YOUR GOAL >> Check each line of the listing below for "getContext" and state how many lines contain it, with no other words.

>>>

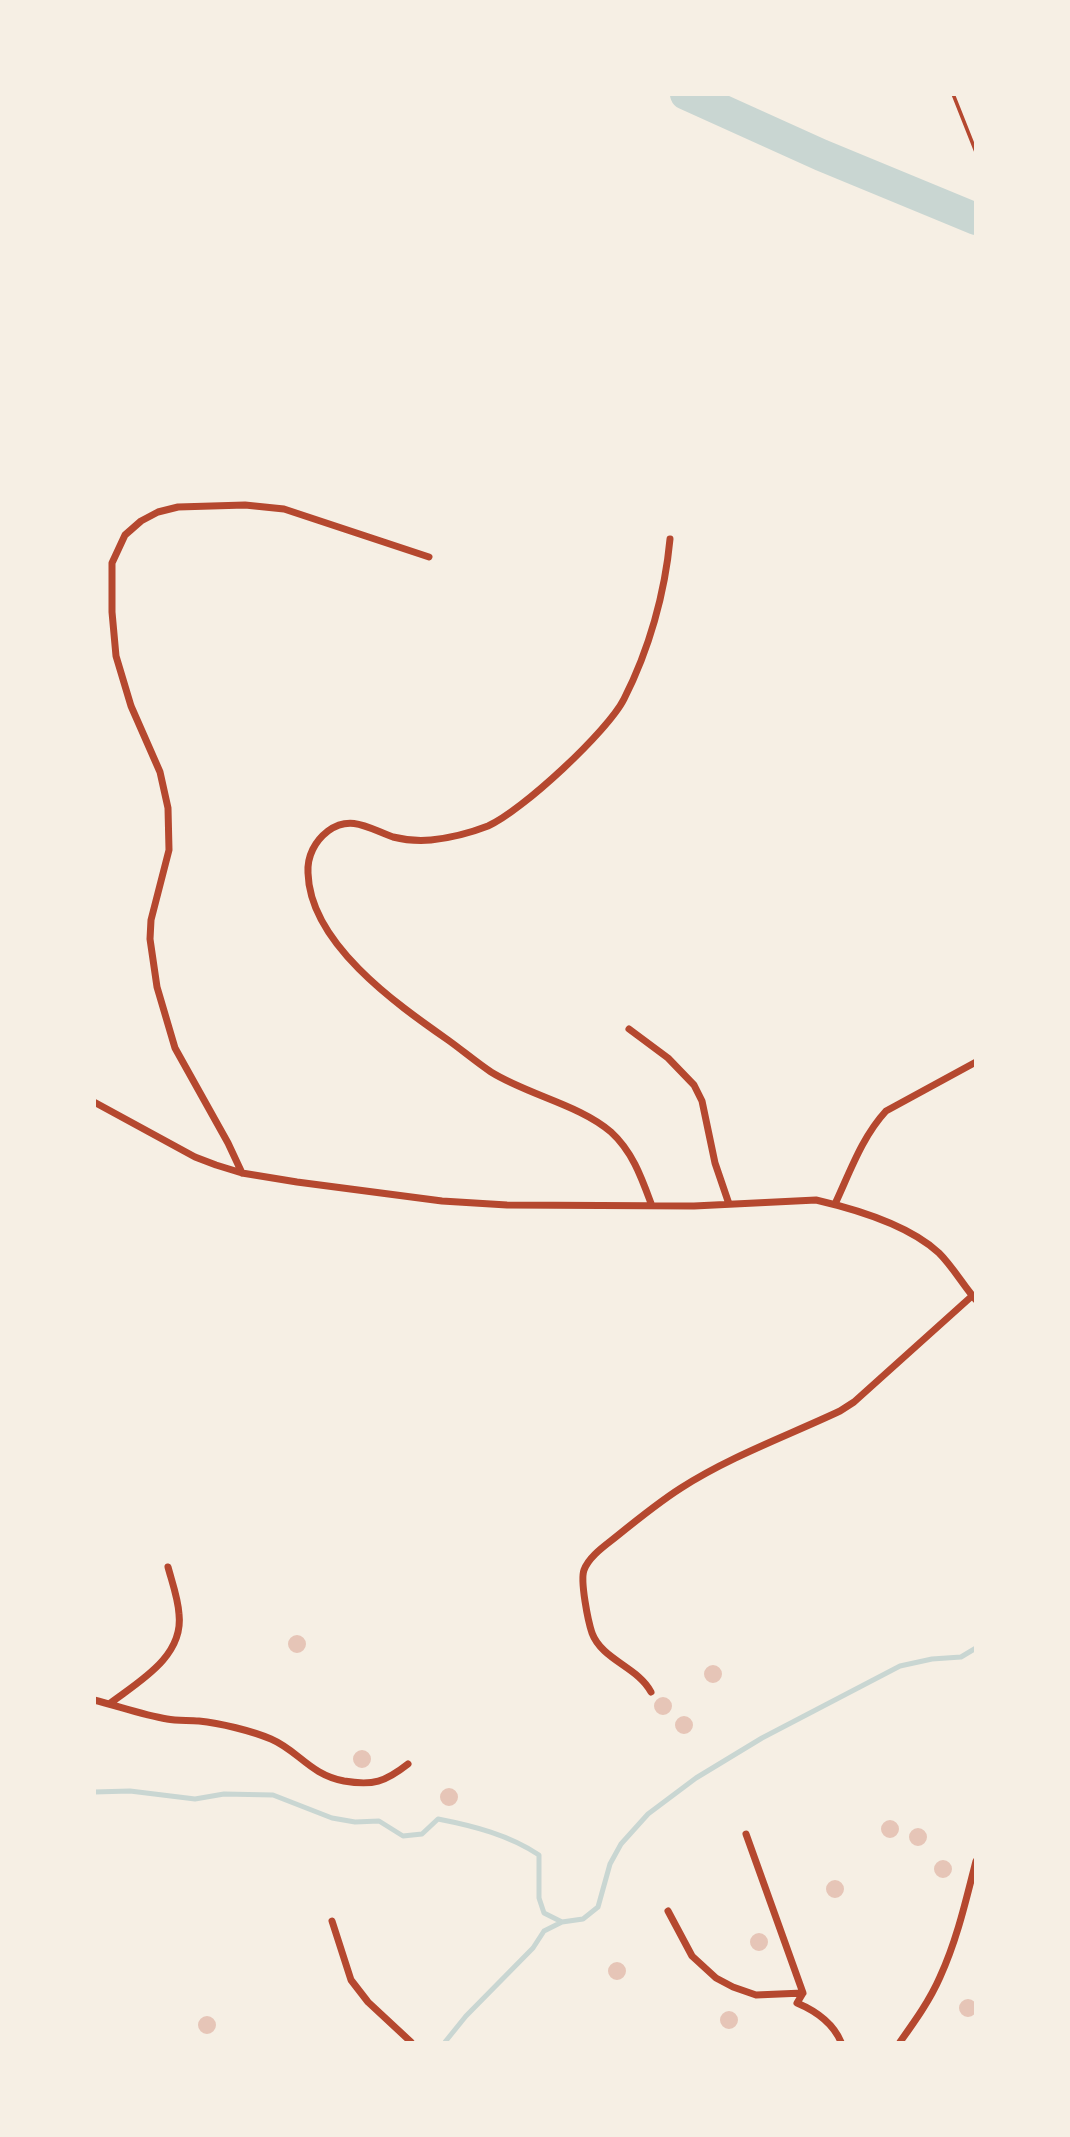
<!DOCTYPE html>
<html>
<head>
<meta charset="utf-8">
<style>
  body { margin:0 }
  #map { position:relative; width:1070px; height:2137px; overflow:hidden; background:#f6efe4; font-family:Inter,sans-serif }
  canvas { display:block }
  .frame { position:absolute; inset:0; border:96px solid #f6efe4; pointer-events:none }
</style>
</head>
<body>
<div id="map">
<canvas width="1070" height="2137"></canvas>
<div class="frame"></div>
</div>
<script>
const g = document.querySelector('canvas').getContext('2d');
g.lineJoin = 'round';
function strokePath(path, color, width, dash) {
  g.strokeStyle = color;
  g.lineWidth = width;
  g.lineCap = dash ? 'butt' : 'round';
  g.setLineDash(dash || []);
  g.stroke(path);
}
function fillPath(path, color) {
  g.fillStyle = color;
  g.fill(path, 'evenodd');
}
const stream = new Path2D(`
  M94,1792L130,1791L195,1799L224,1794L273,1795L332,1818L355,1822L379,1821L403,1836L422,1834L438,1819C474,1826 509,1835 539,1855V1898L544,1913L562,1922
  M445,2042L466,2016L533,1948L544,1931L562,1922L583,1919L598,1907L610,1864L621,1844L648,1814L696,1778L762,1738L900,1666L932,1659L961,1657L976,1648`);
const river = new Path2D(`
  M686,94L821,155L976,219`);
const building = new Path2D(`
  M288 1644a9 9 0 1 1 18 0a9 9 0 1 1-18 0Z
  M704 1674a9 9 0 1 1 18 0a9 9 0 1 1-18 0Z
  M654 1706a9 9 0 1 1 18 0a9 9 0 1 1-18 0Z
  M675 1725a9 9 0 1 1 18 0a9 9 0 1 1-18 0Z
  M353 1759a9 9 0 1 1 18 0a9 9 0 1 1-18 0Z
  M440 1797a9 9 0 1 1 18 0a9 9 0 1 1-18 0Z
  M881 1829a9 9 0 1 1 18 0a9 9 0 1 1-18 0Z
  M909 1837a9 9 0 1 1 18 0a9 9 0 1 1-18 0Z
  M934 1869a9 9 0 1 1 18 0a9 9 0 1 1-18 0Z
  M826 1889a9 9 0 1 1 18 0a9 9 0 1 1-18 0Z
  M750 1942a9 9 0 1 1 18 0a9 9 0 1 1-18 0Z
  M608 1971a9 9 0 1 1 18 0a9 9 0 1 1-18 0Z
  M959 2008a9 9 0 1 1 18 0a9 9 0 1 1-18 0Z
  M720 2020a9 9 0 1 1 18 0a9 9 0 1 1-18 0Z
  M198 2025a9 9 0 1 1 18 0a9 9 0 1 1-18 0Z`);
const path = new Path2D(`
  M953,94L976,152`);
const minor = new Path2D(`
  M629,1029L668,1058L694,1085L702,1101L715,1163L729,1204
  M94,1102L195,1157L216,1165L242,1173L297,1182L442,1201L507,1205L694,1206L816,1200C855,1209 909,1225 939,1253C953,1267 963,1285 976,1300
  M242,1173L228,1143L175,1048L157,987L150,939L151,920L169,850L168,808L160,772L131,706L116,656L112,612V563L125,535L141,521L158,512L178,507L245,505L284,509L429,557
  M835,1204C850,1172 862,1137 886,1111L976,1062
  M652,1206C642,1179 633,1152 611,1132C580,1105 528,1095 491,1072C476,1062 462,1050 448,1040C395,1003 310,943 308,873C307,856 315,841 328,831C351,814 370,829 393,837C405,840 419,841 431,840C450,838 470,833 488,826C522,811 608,731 624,699C649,650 665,593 670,539
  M651,1692C638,1667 602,1660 592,1633C588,1621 580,1581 584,1570C589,1556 606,1545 617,1536C638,1519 659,1502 681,1488C731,1456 787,1436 840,1411L854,1402L972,1296
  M94,1700C118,1706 143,1715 167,1719C177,1721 188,1720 199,1721C220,1723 252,1731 271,1739C299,1751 309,1774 344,1781C373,1786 385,1782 408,1764
  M109,1704C138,1682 184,1657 179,1614C178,1598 172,1582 168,1567
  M746,1834L803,1993
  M668,1911L692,1956L716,1978L733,1987L756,1995L803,1993L797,2003C816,2011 833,2023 841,2042
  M332,1921L351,1980L368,2002L411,2042
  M900,2042C915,2021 930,2000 940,1977C957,1940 966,1900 976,1861`);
strokePath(stream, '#c9d6d2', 5);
strokePath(river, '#c9d6d2', 32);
fillPath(building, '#e6c5b7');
strokePath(path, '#b5482f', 3.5);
strokePath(minor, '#b5482f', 7);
</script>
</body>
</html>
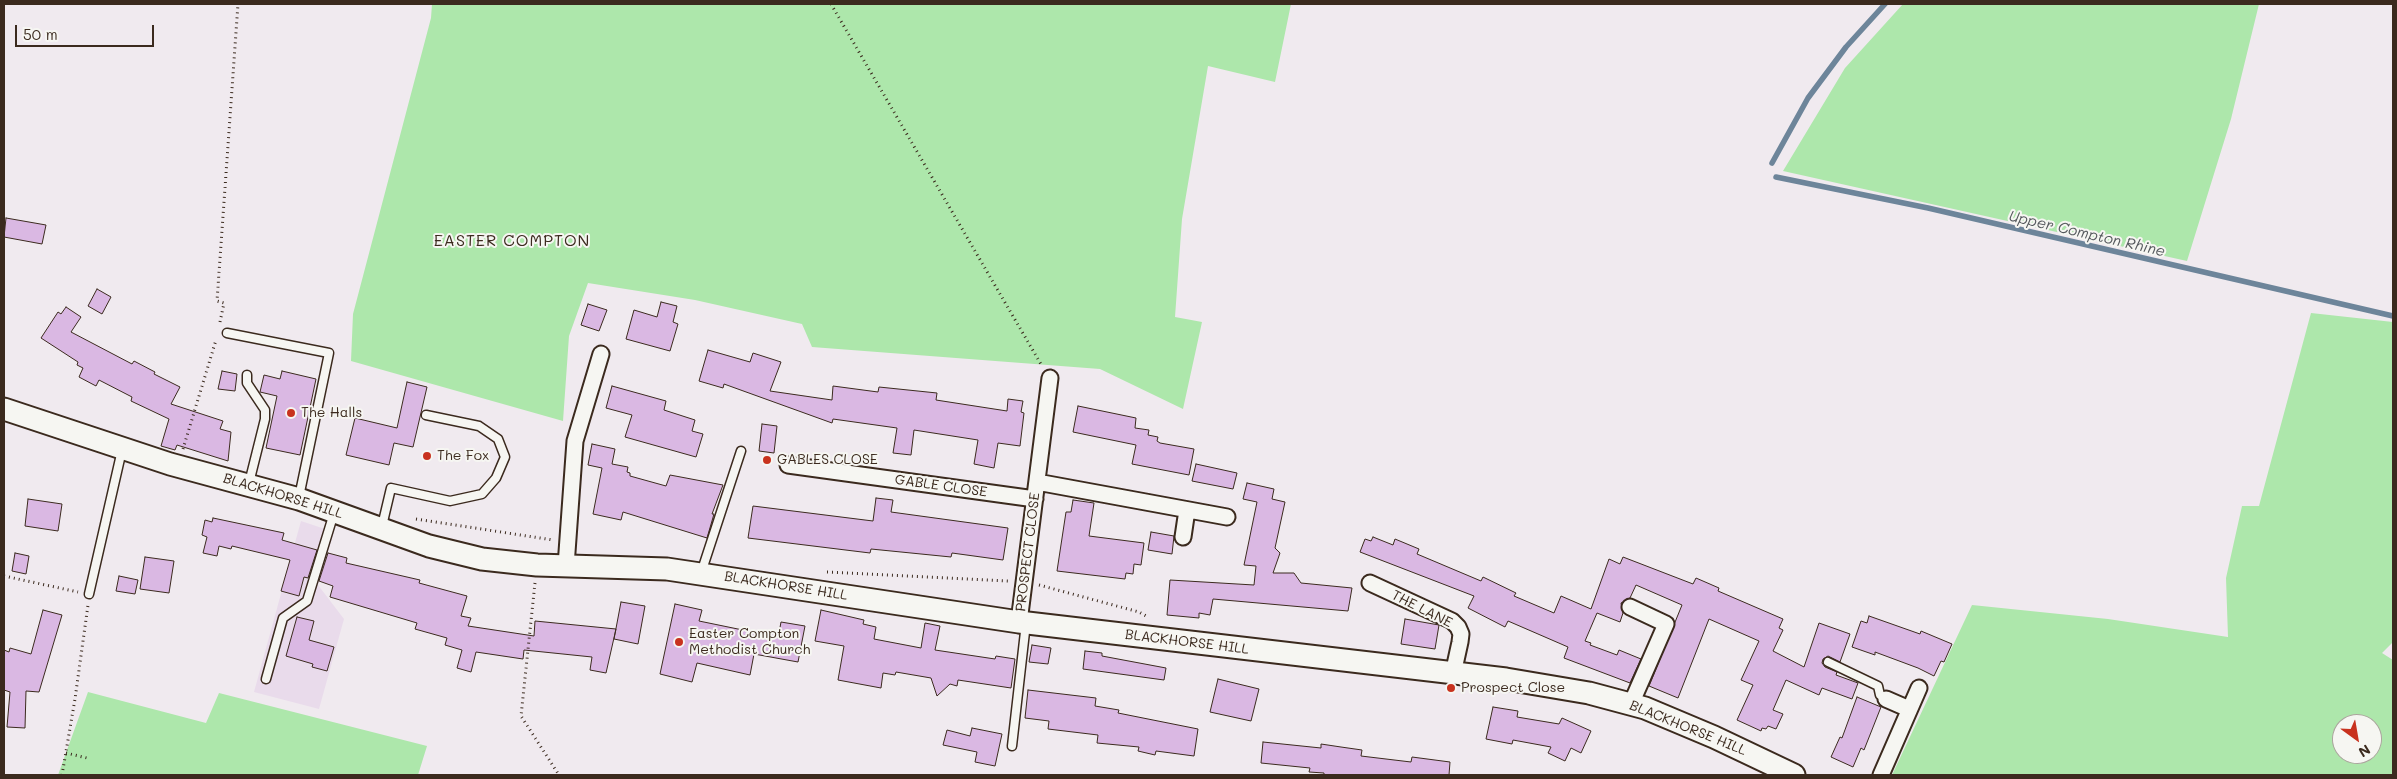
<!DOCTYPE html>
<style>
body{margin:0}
#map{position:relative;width:2397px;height:779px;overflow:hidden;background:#f0eaef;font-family:Mali,sans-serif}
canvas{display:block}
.frame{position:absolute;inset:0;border:5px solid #3b2a1e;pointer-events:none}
.north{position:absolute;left:2332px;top:714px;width:50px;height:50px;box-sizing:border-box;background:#f6f6f2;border:1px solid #aba49d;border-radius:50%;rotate:148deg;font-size:14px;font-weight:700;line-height:20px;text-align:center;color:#3b2a1e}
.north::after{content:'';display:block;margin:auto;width:18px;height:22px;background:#c8321e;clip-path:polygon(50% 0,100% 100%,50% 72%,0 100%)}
.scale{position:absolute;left:15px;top:25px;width:139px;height:22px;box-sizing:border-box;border:2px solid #3b2a1e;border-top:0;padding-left:6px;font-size:15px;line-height:18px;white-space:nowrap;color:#3b2a1e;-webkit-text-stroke:4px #f6f6f2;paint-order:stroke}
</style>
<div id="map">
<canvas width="2397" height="779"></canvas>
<div class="frame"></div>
<div class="north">N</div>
<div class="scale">50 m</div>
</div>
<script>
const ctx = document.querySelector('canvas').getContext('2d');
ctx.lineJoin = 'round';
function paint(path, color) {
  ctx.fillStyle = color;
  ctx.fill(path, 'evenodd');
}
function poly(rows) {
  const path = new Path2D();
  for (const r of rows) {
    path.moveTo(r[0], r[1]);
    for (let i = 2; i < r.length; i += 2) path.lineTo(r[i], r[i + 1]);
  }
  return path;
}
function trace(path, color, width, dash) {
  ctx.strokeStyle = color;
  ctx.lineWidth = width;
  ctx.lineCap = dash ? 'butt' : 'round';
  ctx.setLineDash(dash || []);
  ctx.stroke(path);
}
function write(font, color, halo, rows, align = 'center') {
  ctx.font = font + ' Mali,sans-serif';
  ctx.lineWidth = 4;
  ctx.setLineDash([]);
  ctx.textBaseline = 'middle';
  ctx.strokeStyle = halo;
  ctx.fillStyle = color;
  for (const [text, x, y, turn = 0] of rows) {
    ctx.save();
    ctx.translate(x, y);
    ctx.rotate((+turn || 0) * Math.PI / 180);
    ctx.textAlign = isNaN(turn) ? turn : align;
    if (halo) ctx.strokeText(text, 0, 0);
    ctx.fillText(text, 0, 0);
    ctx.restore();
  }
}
paint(poly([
 [301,521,334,532,318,585,344,619,319,709,254,692]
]), '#e9dbeb');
paint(poly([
 [432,4,1291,4,1275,82,1208,66,1182,219,1175,317,1202,322,1183,409,1100,369,812,347,802,324,695,300,588,283,569,336,563,421,351,361,353,314,431,18],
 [1903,4,2259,4,2231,119,2187,261,1783,171,1845,68],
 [2311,313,2393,322,2393,642,2382,653,2393,660,2393,775,1892,775,1972,605,2108,619,2228,637,2226,578,2242,506,2259,506],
 [2342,724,2372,724,2372,754,2342,754],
 [88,692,206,723,219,693,427,746,418,775,58,775]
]), '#ade7ab');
trace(poly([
 [1772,163,1808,98,1846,47,1885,4],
 [1776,177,1928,208,2393,316]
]), '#6d859a', 5.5);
const building = poly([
 [6,218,46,225,42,244,4,237,6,218],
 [97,289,111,297,102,314,88,306,97,289],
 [661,302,677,306,673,322,678,324,670,351,626,339,634,310,657,317,661,302],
 [588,304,607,310,599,331,581,325,588,304],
 [66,307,81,317,71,332,132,364,134,361,155,372,154,374,180,387,171,404,223,421,220,429,231,432,228,461,177,445,175,450,161,446,169,419,131,401,132,397,99,380,96,386,79,377,83,368,77,365,78,362,41,338,58,312,61,314,66,307],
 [708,350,750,362,753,353,781,362,770,391,832,400,833,386,878,392,879,387,937,393,936,400,1007,411,1008,399,1023,401,1021,412,1024,413,1020,446,998,443,994,468,974,464,978,440,914,430,911,455,893,453,897,428,833,419,832,423,724,384,723,388,699,381,708,350],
 [222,371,237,374,235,391,218,389,222,371],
 [282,371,316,379,300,455,266,448,277,396,260,392,264,375,280,379,282,371],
 [407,382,427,387,413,447,394,443,389,465,346,455,355,418,397,428,407,382],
 [612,386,666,401,664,410,695,420,692,431,703,434,696,457,625,437,632,415,606,408,612,386],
 [1078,406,1136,418,1135,428,1149,430,1148,435,1158,437,1157,441,1160,443,1194,449,1189,475,1132,464,1136,445,1073,432,1078,406],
 [762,424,777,426,774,453,759,451,762,424],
 [592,444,615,449,612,464,628,467,627,472,630,473,630,476,666,486,670,475,723,485,712,514,714,514,707,538,623,512,621,520,593,514,602,468,588,465,592,444],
 [1196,464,1237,473,1233,489,1192,481,1196,464],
 [1247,483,1274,489,1272,499,1285,502,1275,548,1280,553,1273,573,1294,573,1301,583,1352,588,1348,611,1213,599,1210,615,1199,613,1199,618,1167,615,1170,580,1254,585,1256,566,1244,565,1257,502,1243,499,1247,483],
 [876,498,893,500,891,512,1008,528,1003,560,952,553,951,557,871,549,870,553,748,538,753,506,873,521,876,498],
 [28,499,62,504,58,531,25,526,28,499],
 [1073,500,1094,503,1089,536,1144,543,1141,565,1134,564,1133,574,1126,573,1125,579,1057,571,1066,512,1071,512,1073,500],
 [213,518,284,533,282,540,317,550,308,578,304,577,299,596,281,591,290,560,232,546,231,549,219,546,217,556,203,553,207,537,202,535,205,520,212,522,213,518],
 [1151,532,1174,536,1172,554,1148,550,1151,532],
 [1373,537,1393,545,1395,539,1419,549,1417,554,1481,581,1483,577,1516,593,1514,596,1554,613,1561,596,1591,609,1609,559,1620,564,1623,557,1693,584,1696,578,1719,588,1718,591,1783,619,1779,628,1783,630,1773,651,1804,667,1819,623,1850,634,1840,662,1828,656,1823,659,1822,663,1825,667,1837,672,1836,675,1858,683,1852,699,1822,688,1819,695,1786,680,1773,710,1783,714,1776,729,1768,726,1766,729,1762,728,1761,731,1737,720,1753,685,1741,680,1759,641,1709,619,1678,698,1649,686,1682,605,1636,585,1630,598,1621,603,1623,613,1620,622,1597,613,1585,641,1591,643,1590,645,1617,655,1619,650,1641,659,1630,683,1564,658,1568,647,1508,621,1505,627,1468,608,1474,596,1360,552,1365,539,1371,541,1373,537],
 [15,553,29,556,26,574,12,571,15,553],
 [328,553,347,558,346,563,420,580,419,583,467,596,461,616,471,618,468,626,534,636,535,621,616,629,606,673,590,670,592,657,524,650,523,659,476,652,471,672,457,668,462,650,445,645,447,638,415,629,417,623,330,597,333,586,319,581,328,553],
 [145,557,174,561,169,593,140,589,145,557],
 [119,576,138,580,135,594,116,591,119,576],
 [621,602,645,606,638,644,614,639,621,602],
 [675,604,702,610,699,621,767,635,767,631,779,633,781,622,805,626,798,662,754,654,750,675,697,663,692,682,660,674,675,604],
 [43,610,62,615,39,692,26,691,25,728,7,727,10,692,4,690,4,650,9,652,10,648,31,654,43,610],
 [821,610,864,620,863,624,876,627,874,639,921,648,925,623,940,626,935,650,995,659,996,656,1015,659,1011,688,958,680,957,686,950,684,937,696,931,678,896,672,895,675,883,673,881,688,838,680,844,646,815,641,821,610],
 [1869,616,1920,634,1921,631,1952,644,1944,662,1941,661,1934,676,1918,668,1875,652,1875,655,1852,647,1861,621,1867,623,1869,616],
 [297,617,314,621,309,640,334,647,327,671,312,667,313,664,286,656,297,617],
 [1405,619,1439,625,1435,649,1401,644,1405,619],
 [1032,645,1051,648,1048,664,1029,662,1032,645],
 [1085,651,1102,653,1102,656,1166,668,1164,680,1083,669,1085,651],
 [1218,679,1259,689,1251,721,1210,712,1218,679],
 [1028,690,1096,698,1095,706,1119,710,1118,713,1198,729,1194,756,1156,751,1155,755,1138,751,1139,747,1097,743,1098,735,1048,729,1049,721,1025,718,1028,690],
 [1857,697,1881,707,1864,750,1861,748,1853,767,1831,757,1840,737,1842,738,1857,697],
 [1493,707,1518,711,1517,717,1559,724,1562,718,1591,731,1581,753,1571,748,1565,761,1548,753,1551,747,1513,740,1512,744,1486,739,1493,707],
 [972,728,1002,734,995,766,975,762,977,752,943,745,947,730,970,736,972,728],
 [1263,742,1321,748,1321,744,1341,747,1362,750,1361,756,1411,762,1412,757,1450,762,1449,775,1324,775,1324,773,1309,772,1310,768,1261,763,1263,742]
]);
paint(building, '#dab8e3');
trace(building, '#3b2a1e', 1);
const lane = poly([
 [227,333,329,353,299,497],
 [247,375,247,383,265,410,265,419,249,483],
 [382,526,391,488,450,501,482,494,496,478,505,457,498,439,479,426,426,415],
 [701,573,741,451],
 [89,594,122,450],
 [1828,662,1878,686,1880,695,1886,699],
 [266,679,283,618,307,601,334,513],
 [1012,746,1026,623]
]);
const street = poly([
 [788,465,1035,499],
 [1037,482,1227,517],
 [1183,537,1187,510],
 [566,566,575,441,601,354],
 [1370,583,1452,621,1458,627,1461,634,1460,642,1453,674],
 [1630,607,1666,624,1631,704],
 [1019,622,1050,378],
 [1886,699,1909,709],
 [1881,775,1919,688]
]);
const secondary = poly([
 [4,409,170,464,299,499,429,546,482,559,537,565,667,569,1019,622,1506,679,1589,693,1645,708,1714,737,1794,775]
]);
trace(lane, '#3b2a1e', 11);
trace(street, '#3b2a1e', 19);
trace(secondary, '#3b2a1e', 25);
trace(poly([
 [831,4,1042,366],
 [220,322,224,303,217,301,238,4],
 [183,449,216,340],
 [416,519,553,540],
 [827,572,1008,581],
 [4,576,78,592],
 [535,583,521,716,559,775],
 [1039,585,1139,612,1148,617],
 [66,753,87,758],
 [62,775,75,699,88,605]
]), '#3b2a1e', 3, [1, 4]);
trace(lane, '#f6f6f2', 8);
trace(street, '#f6f6f2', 15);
trace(secondary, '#f6f6f2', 21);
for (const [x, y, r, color] of [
 [291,413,5,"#c8321e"],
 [427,456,5,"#c8321e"],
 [767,460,5,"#c8321e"],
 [679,642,5,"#c8321e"],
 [1451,688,5,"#c8321e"]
]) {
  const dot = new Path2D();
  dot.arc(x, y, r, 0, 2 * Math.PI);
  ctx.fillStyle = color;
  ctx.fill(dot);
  trace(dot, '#f6f6f2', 2);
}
write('14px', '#3b2a1e', '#f6f6f2', [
 ["The Halls",301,413],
 ["The Fox",437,456],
 ["GABLES CLOSE",777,460],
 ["Easter Compton",689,634],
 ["Methodist Church",689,650],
 ["Prospect Close",1461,688]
], 'left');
write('14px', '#3b2a1e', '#f6f6f2', [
 ["GABLE CLOSE",941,486,8],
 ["BLACKHORSE HILL",283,496,17],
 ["PROSPECT CLOSE",1028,552,-83],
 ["BLACKHORSE HILL",786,586,9],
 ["THE LANE",1422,609,27],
 ["BLACKHORSE HILL",1187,642,7],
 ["BLACKHORSE HILL",1688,728,22]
]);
write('italic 15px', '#54585c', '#f6f6f2', [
 ["Upper Compton Rhine",2087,234,13]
]);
ctx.letterSpacing = '1px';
write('16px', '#3b2a1e', '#f6f6f2', [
 ["EASTER COMPTON",512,241]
]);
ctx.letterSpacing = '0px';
</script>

<<<

REPLY TO THE TASK >> 2